Intellectual Property Letter by Thomas Jefferson to Isaac McPherson (August13th,1813)




It has been pretended by some, (and in England especially), that investors have a natural and exclusive right to their inventions, and not merely for their own lives, but inheritable to their heirs. (...) It is agreed by those who have seriously considered the subject, that no individual has, of natural right, a separate property in an acre of land, for instance.

By a universal law, indeed, whatever, whether fixed or movable, belongs to all men equally and in common, is the property for the moment of him who occupies it, but when he relinquishes the occupation, the property goes with it (...) It would be currious then, if an idea, the fugitive fermentation of an individual brain, could, of natural right, be claimed in exclusive and stable property.

(...)an idea, which an individual may exclusively possess as long as he keeps it to himself; but the moment it is divulged, it forces itself into the possession of every one, and the receiver cannot dispossess himself of it.
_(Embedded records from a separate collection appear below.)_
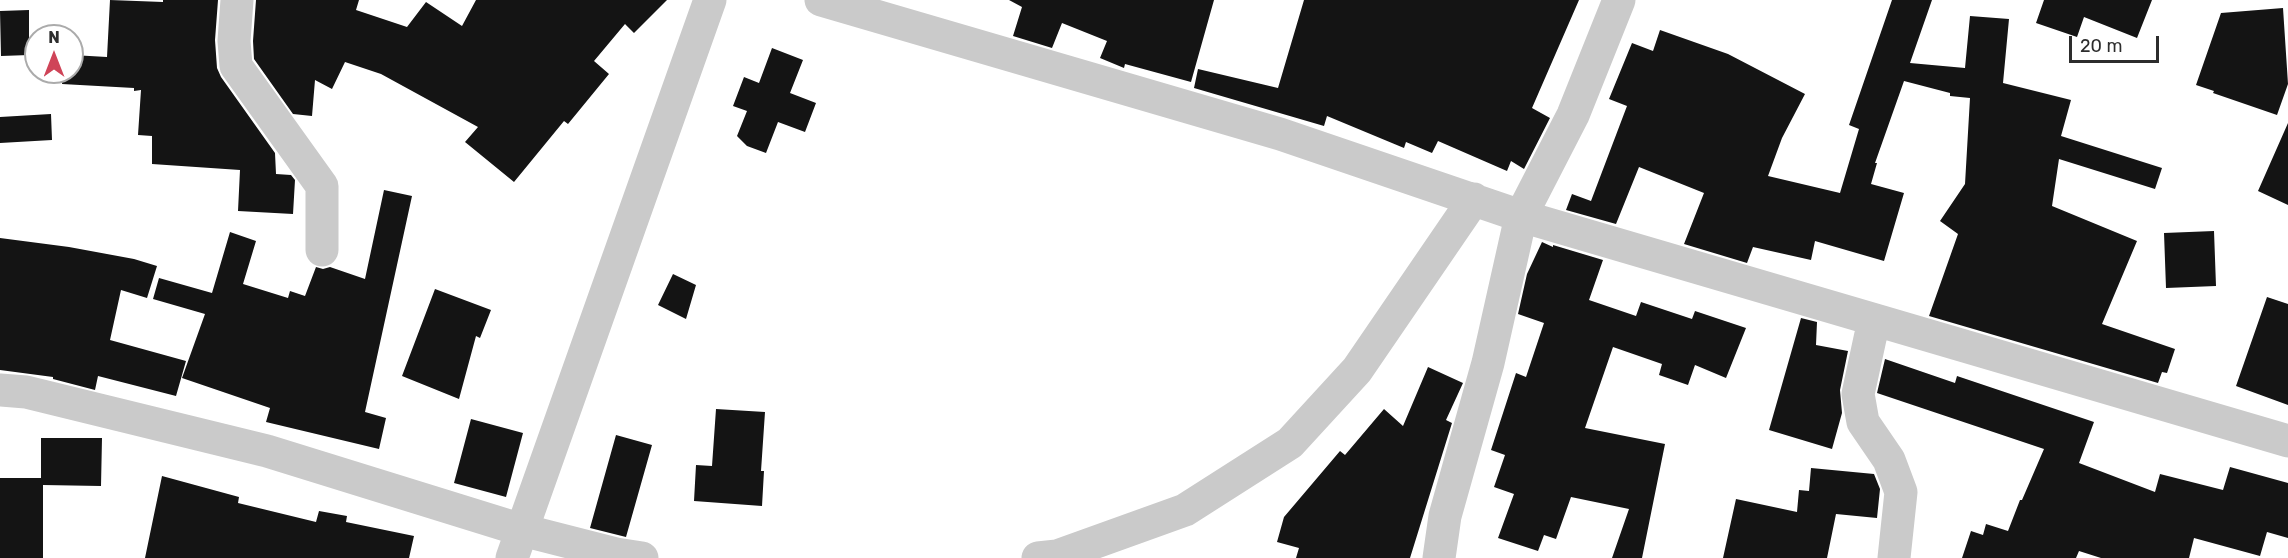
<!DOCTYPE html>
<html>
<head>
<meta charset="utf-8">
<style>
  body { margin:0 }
  #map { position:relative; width:2288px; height:558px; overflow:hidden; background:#fff; font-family:Rubik,sans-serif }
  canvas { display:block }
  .north { position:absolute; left:24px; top:24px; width:60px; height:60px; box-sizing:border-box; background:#fff; border:2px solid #ababab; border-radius:50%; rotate:0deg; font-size:16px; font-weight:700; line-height:24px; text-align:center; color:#2d2d2d }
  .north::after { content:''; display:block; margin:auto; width:21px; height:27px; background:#cf4458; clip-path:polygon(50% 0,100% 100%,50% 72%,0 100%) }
  .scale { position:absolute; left:2069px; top:36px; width:90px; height:27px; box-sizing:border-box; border:3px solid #2d2d2d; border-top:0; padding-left:8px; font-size:18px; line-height:21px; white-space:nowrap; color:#2d2d2d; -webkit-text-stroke:4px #fff; paint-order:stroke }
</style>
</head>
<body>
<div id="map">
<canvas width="2288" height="558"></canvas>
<div class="north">N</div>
<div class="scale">20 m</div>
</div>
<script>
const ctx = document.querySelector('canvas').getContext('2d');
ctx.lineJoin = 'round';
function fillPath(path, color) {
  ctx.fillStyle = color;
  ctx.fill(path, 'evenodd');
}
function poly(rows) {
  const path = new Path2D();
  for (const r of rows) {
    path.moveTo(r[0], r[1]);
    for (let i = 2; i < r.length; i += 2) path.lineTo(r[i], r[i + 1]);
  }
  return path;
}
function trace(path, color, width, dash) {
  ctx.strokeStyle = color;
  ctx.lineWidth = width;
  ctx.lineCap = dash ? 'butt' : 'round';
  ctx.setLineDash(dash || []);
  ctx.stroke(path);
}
const building = poly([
  [110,0,163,2,163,0,218,0,215,40,217,68,221,77,275,153,276,174,291,175,295,180,293,214,238,211,240,170,152,164,152,136,138,135,141,90,134,91,134,88,62,84,63,72,72,72,72,55,107,57],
  [256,0,359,0,356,10,407,27,426,2,462,26,476,0,667,0,634,33,625,24,594,61,609,74,568,124,564,121,514,182,465,142,478,127,381,74,345,62,332,89,315,80,312,116,293,114,254,59,253,41],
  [1009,0,1214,0,1191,82,1125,64,1124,68,1100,58,1107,41,1062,23,1052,48,1013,36,1022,7],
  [1304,0,1579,0,1532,108,1550,118,1524,169,1511,161,1507,171,1438,141,1432,153,1406,142,1404,148,1327,116,1324,126,1194,88,1198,69,1278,88],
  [1892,0,1932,0,1910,63,1965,68,1970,16,2009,19,2003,83,2071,100,2061,136,2162,168,2155,189,2059,159,2052,206,2137,241,2102,324,2175,349,2167,373,2162,372,2158,383,1929,316,1958,234,1940,221,1965,184,1970,98,1950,96,1950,93,1904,81,1875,163,1877,163,1871,184,1904,193,1884,261,1815,241,1811,260,1753,247,1747,263,1684,244,1704,193,1639,167,1616,224,1566,210,1572,194,1591,201,1627,106,1609,99,1632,43,1653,51,1660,30,1728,54,1805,94,1782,138,1768,176,1840,193,1859,129,1849,125],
  [2044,0,2152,0,2137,38,2084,17,2077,37,2036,23],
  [2283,8,2288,84,2277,115,2213,93,2214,91,2196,85,2221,13],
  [29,10,29,55,1,56,0,11],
  [772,48,803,60,790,93,816,103,805,132,778,122,766,153,747,146,737,136,747,111,733,106,744,77,759,83],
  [51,114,52,140,0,143,0,117],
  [2288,123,2288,205,2258,191],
  [384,190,412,196,365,412,386,418,379,449,266,422,270,408,182,378,205,314,153,299,159,278,212,293,230,232,256,241,243,284,288,298,290,291,305,296,316,267,323,269,330,267,365,279],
  [2214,231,2216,286,2166,288,2164,233],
  [0,238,69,247,134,259,157,266,147,298,121,290,110,340,186,361,176,396,98,376,95,390,53,379,53,377,0,370],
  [1542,242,1553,247,1553,245,1603,260,1589,300,1636,316,1641,302,1692,319,1695,311,1746,328,1726,378,1695,365,1688,385,1659,375,1662,364,1613,347,1585,428,1665,444,1642,558,1612,558,1629,509,1571,497,1556,539,1544,535,1538,551,1498,538,1514,494,1494,487,1505,455,1491,450,1516,373,1526,377,1544,323,1518,314,1527,274],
  [673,274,696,285,686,319,658,305],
  [435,289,491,310,480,338,476,336,459,399,402,376],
  [2267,297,2288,304,2288,405,2236,386],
  [1801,318,1817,322,1816,345,1848,351,1840,390,1842,413,1832,449,1769,430],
  [1885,359,1955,383,1957,376,2094,422,2079,463,2155,492,2160,474,2223,490,2230,467,2288,483,2288,538,2267,532,2260,556,2194,538,2189,558,2101,558,2079,551,2076,558,1962,558,1971,531,1983,535,1986,524,2008,531,2020,500,2022,500,2044,449,1877,393],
  [1428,367,1463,383,1446,420,1452,423,1410,558,1296,558,1299,548,1277,542,1284,517,1340,451,1345,455,1384,409,1403,426],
  [716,409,765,412,761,471,764,471,762,506,694,501,696,465,712,466],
  [471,419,523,433,506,497,454,483],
  [616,435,652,445,626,537,590,528],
  [41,438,102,438,101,486,43,485,43,558,0,558,0,478,41,478],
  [1811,468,1874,474,1880,489,1877,518,1836,514,1827,558,1723,558,1736,499,1797,512,1799,490,1809,491],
  [162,476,239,497,238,503,316,522,319,511,347,516,346,522,414,536,409,558,145,558]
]);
const street = poly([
  [237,0,234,41,236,66,322,186,322,250],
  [821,0,1280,134,1521,216,2288,441],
  [1874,320,1858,394,1863,422,1889,460,1901,492,1894,558],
  [0,390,26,392,267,451,522,530,616,554,642,558],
  [512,558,710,0],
  [1038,558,1057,556,1185,510,1290,443,1357,370,1474,199],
  [1439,558,1445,516,1488,363,1521,216,1573,115,1619,0]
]);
fillPath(building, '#141414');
trace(street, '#cacaca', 33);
</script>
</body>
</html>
Its peculiar character, too, is that no one possesses the less, because every other possesses the whole of it. He who receives an idea from me, receives instruction himself without lessening mine; as he who lights his taper at mine, receives light without darkening me.

That ideas should freely spread from one to another over the globe, for the mortal and mutual instruction of man, and improvement of his condition (...) like the air in which we breathe, move, and have our physical being , incapable of confinement or exclusive appropiation. Inventions then cannot, in nature, be a subject of property.

Society may give an exclusive right to the profits arising from them, as an encouragement to men to pursue ideas which may produce utility, but this may or may not be done, according to the will and convenience of the society, without claim or complaint from anybody.